Most alignments generated in the research we have surveyed were limited to linking of a single entity of a source ontology to a single entity of a target ontology. The links lack expressiveness to a large extent. In order to better express the relationships between entities from different ontologies, they require rather full fledged axioms, as pointed out in [13,67]. In the example from [13], a complex correspondence states that the professions are modeled as instances of the class
The most significant issue in ontology matching is that most ontologies lack definitions of terms in logic, comparable to the completeness of natural language definitions in dictionaries. Most of the intended semantics of terms are left to the intuition of humans reading their names. Until richer definitions become the norm, ontology matching, whether manual or automatic, will remain difficult to conduct or evaluate.
Multilingualism
Very few foundational ontologies are equipped with lexical layers in languages other than English (e.g., BFO has been enriched with a lexical annotation in Portuguese, SUMO is the exception and is matched to the 26 languages in Open Multilingual WordNet [7]). However, with the increasing amount of multilingual data on the Web and the consequent development of ontologies in different languages, foundational ontologies should also be equipped with richer multilingual annotations in order to facilitate the multilingual and cross-lingual ontology matching tasks.
Final remarks
Ontology matching has reached some maturity in terms of matching domain ontologies. There is however room for further developments in the adoption of foundational ontologies in the task. Systematically enriching domain ontologies with foundational ones would also promote their use as semantic bridges in the task of matching domain ontologies. One of the difficulties however is the need of specialised knowledge as injecting foundational ontologies in ontology matching, in general, requires deeply understanding the foundational concepts and its relations. Another issue concerns the lack of formal definitions associated to lexicons (comments and labels) helping to understand the precise semantics of each concept. These are among the main brakes to automatising together with the points discussed above.
This paper has provided an overview of the adoption and exploration of foundational ontologies in the task of ontology matching, on different perspectives: work attempting to compare and match foundational ontologies, natural language definitions vs logical statement issues addressed by linking lexicons and foundational ontologies, the role of foundational ontologies as bridges for linking domain ontologies; and equipping existing domain ontologies with foundational distinctions. We have pointed out the limitations to be addressed in order to bring the clarity of semantics of foundational ontologies in ontologies in general.

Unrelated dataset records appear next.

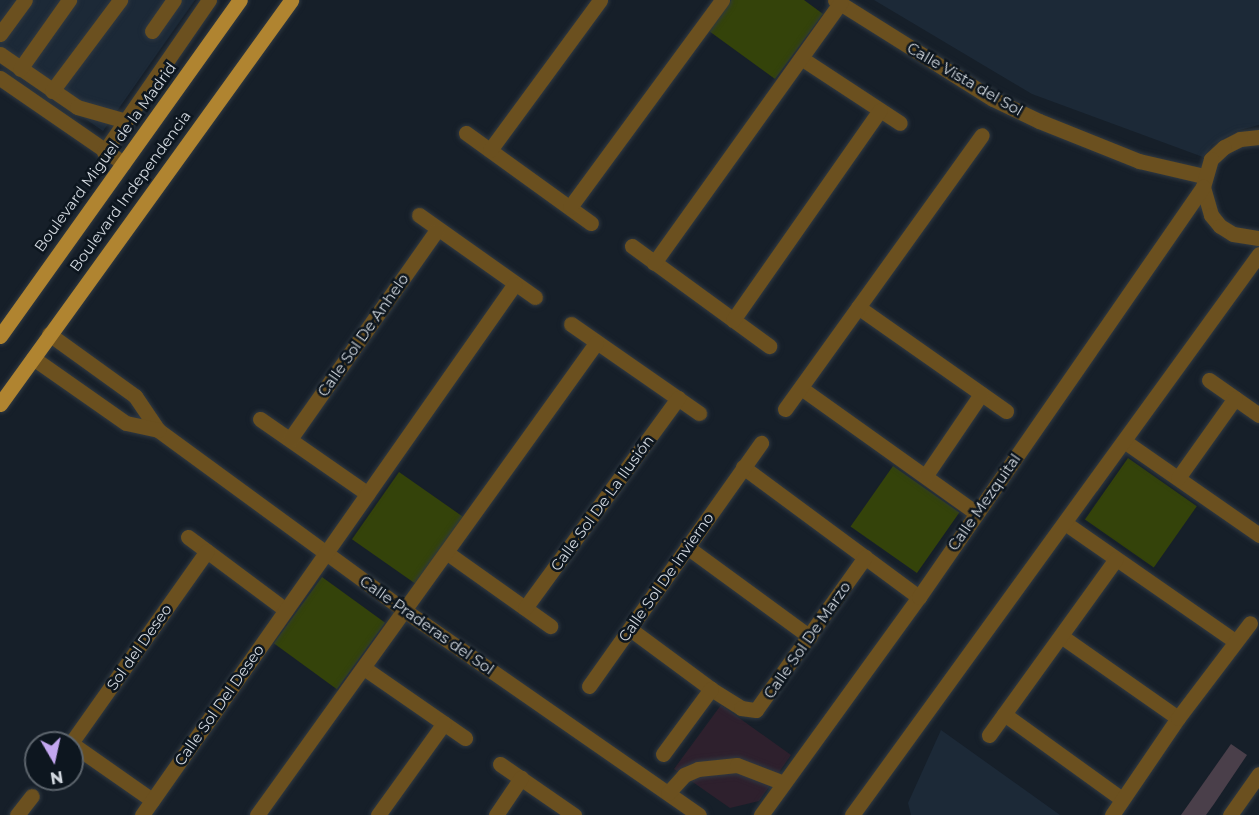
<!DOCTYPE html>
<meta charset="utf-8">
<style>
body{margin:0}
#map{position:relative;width:1259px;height:815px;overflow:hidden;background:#161f29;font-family:Montserrat,sans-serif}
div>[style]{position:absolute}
.commercial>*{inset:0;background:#2e202d}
.built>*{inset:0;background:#1c2937}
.green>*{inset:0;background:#34430a;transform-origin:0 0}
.building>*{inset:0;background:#4a3f4a}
.roads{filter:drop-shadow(0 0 2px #303942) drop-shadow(0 0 2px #303942)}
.minor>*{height:15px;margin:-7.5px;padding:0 7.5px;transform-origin:7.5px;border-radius:7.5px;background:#6b501f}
.major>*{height:15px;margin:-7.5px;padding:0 7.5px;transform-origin:7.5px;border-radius:7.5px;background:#b08430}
span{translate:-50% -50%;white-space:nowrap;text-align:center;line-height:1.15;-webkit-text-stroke:5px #0d161f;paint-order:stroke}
.street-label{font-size:15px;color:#d2d8df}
.north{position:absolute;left:24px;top:731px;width:60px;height:60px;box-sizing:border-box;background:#0d161f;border:2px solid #5c646c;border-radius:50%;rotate:171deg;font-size:16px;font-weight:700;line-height:24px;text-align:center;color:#d2d8df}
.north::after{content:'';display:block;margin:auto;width:21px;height:27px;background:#c4a7f1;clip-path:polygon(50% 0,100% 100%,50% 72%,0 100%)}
</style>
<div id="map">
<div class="commercial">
<i style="clip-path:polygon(721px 705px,791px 755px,759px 801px,730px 808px,674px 769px)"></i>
</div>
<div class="built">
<i style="clip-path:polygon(0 0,195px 0,103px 131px,0 60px)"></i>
<i style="clip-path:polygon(874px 0,1259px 0,1259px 125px,1236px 131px,1212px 145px,1203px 157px,1032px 94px)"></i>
<i style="clip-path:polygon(941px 730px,1060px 815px,911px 815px,908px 803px)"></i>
</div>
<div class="green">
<i style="clip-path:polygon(731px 0,804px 0,823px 14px,775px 79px,709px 31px)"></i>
<i style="left:1128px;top:458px;width:84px;height:75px;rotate:35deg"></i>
<i style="left:893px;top:466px;width:81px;height:74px;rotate:35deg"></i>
<i style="left:399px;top:472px;width:78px;height:82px;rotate:35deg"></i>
<i style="left:322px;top:577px;width:78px;height:82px;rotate:36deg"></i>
</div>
<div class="building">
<i style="clip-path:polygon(1231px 744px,1247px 755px,1214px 804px,1206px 815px,1181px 815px)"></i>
</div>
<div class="roads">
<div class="minor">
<i style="left:835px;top:0;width:186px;rotate:32.1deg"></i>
<i style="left:993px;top:99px;width:51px;rotate:25.6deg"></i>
<i style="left:1039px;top:121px;width:108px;rotate:21.8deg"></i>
<i style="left:1139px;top:161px;width:67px;rotate:13deg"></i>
<i style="left:152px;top:31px;width:38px;rotate:-55deg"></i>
<i style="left:0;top:34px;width:42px;rotate:-53.7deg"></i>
<i style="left:0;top:54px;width:93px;rotate:34.5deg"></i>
<i style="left:77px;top:107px;width:51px;rotate:15.9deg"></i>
<i style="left:801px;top:58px;width:118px;rotate:33.3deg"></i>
<i style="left:20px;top:69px;width:85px;rotate:-54.6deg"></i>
<i style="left:0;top:78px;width:150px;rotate:34.6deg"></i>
<i style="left:52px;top:91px;width:114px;rotate:-53.2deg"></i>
<i style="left:466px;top:133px;width:154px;rotate:35.8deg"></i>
<i style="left:1259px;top:137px;width:19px;rotate:174deg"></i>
<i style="left:1240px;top:139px;width:18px;rotate:153deg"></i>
<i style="left:1224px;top:147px;width:18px;rotate:137deg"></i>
<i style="left:1211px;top:159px;width:29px;rotate:106deg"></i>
<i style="left:1203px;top:187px;width:29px;rotate:74deg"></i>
<i style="left:1211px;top:215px;width:14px;rotate:51deg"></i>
<i style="left:1220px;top:226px;width:15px;rotate:32deg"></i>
<i style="left:1233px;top:234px;width:26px;rotate:9deg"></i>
<i style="left:490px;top:150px;width:186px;rotate:-53.7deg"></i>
<i style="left:104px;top:152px;width:185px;rotate:-55.4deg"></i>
<i style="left:570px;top:207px;width:257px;rotate:-53.7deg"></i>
<i style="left:419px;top:215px;width:142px;rotate:35.3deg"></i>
<i style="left:632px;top:246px;width:170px;rotate:36.1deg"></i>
<i style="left:654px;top:263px;width:320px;rotate:-54.4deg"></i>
<i style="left:858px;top:307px;width:181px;rotate:35.1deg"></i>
<i style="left:733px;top:320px;width:256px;rotate:-55deg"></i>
<i style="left:571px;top:324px;width:156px;rotate:34.8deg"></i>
<i style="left:49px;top:334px;width:106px;rotate:35.8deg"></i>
<i style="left:135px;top:396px;width:41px;rotate:55.9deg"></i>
<i style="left:158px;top:430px;width:305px;rotate:36.2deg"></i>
<i style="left:404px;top:610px;width:359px;rotate:34.8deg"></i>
<i style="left:33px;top:358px;width:113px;rotate:35deg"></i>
<i style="left:126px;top:423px;width:33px;rotate:12deg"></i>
<i style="left:1209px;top:380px;width:61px;rotate:35deg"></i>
<i style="left:801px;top:388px;width:215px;rotate:35.5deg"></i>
<i style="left:785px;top:409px;width:337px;rotate:-54.3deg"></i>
<i style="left:260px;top:419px;width:131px;rotate:34.8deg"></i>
<i style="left:290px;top:439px;width:254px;rotate:-54.9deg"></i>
<i style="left:1124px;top:441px;width:165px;rotate:34.8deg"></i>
<i style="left:743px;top:467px;width:219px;rotate:36.5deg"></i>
<i style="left:926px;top:475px;width:98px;rotate:-55.8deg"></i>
<i style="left:1178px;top:478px;width:98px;rotate:-54.5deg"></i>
<i style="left:1065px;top:523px;width:207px;rotate:34.8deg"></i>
<i style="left:188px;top:537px;width:122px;rotate:36.7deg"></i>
<i style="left:687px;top:547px;width:152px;rotate:36.2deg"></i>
<i style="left:446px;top:552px;width:128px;rotate:35.4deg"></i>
<i style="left:525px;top:608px;width:260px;rotate:-53.9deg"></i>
<i style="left:630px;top:629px;width:101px;rotate:36.5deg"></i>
<i style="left:711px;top:689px;width:36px;rotate:32deg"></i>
<i style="left:741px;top:708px;width:15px;rotate:8deg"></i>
<i style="left:756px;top:710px;width:188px;rotate:-54.5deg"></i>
<i style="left:1061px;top:636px;width:143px;rotate:35deg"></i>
<i style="left:364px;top:668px;width:123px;rotate:34.7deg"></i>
<i style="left:589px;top:686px;width:298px;rotate:-54.7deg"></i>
<i style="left:1004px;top:714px;width:145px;rotate:35.8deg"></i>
<i style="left:989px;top:735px;width:217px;rotate:-54.2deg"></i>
<i style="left:71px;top:743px;width:235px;rotate:-54.7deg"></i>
<i style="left:72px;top:744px;width:98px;rotate:35deg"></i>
<i style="left:663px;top:754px;width:81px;rotate:-53.6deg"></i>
<i style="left:500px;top:764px;width:90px;rotate:34.6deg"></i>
<i style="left:668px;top:793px;width:24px;rotate:-48deg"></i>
<i style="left:684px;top:775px;width:15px;rotate:-23deg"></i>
<i style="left:698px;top:769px;width:39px;rotate:-6deg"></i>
<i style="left:737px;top:765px;width:50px;rotate:21deg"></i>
<i style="left:17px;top:815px;width:24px;rotate:-52deg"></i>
<i style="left:142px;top:815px;width:648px;rotate:-54.94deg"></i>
<i style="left:257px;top:815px;width:581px;rotate:-54.31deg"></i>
<i style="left:378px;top:815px;width:113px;rotate:-54.3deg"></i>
<i style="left:496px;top:815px;width:45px;rotate:-56deg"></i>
<i style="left:761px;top:815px;width:269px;rotate:-54.1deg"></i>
<i style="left:919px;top:597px;width:499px;rotate:-55.3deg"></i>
<i style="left:852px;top:815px;width:693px;rotate:-54.04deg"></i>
<i style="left:1112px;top:815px;width:117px;rotate:-55.8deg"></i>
<i style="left:1178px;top:718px;width:119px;rotate:-52.8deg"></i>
<i style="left:1230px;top:815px;width:50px;rotate:-54.7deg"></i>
</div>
<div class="major">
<i style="left:0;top:336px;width:413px;rotate:-54.5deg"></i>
<i style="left:0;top:404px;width:498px;rotate:-54.2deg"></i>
</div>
</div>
<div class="street-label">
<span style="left:965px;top:79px;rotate:30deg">Calle Vista del Sol</span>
<span style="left:105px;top:157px;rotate:-54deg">Boulevard Miguel de la Madrid</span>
<span style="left:130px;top:191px;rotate:-54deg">Boulevard Independencia</span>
<span style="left:363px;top:335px;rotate:-55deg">Calle Sol De Anhelo</span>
<span style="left:984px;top:502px;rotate:-55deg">Calle Mezquital</span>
<span style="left:602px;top:503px;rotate:-54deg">Calle Sol De La Ilusión</span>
<span style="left:666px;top:577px;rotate:-55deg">Calle Sol De Invierno</span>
<span style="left:427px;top:625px;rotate:35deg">Calle Praderas del Sol</span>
<span style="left:807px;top:640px;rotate:-55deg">Calle Sol De Marzo</span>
<span style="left:139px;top:647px;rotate:-55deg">Sol del Deseo</span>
<span style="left:219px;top:705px;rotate:-55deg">Calle Sol Del Deseo</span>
</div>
<div class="north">N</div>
</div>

In a broader scope, semantic web in general and its materialisation with the linked open data initiative still lack such ontological distinction, as recently stated in [3,88]. This has been further corroborated in [5], where it is stated that in the semantic web, there is an increasingly need for serious engagement with ontology, understood as a general theory of the types of entities and relations making up their respective domains of inquiry. However, there is still little interaction between the communities, despite the fact that they share common ambitions in terms of knowledge understanding. This goes beyond the matching task as discussed in this paper in the sense that is has to take into account the data being described by the ontologies.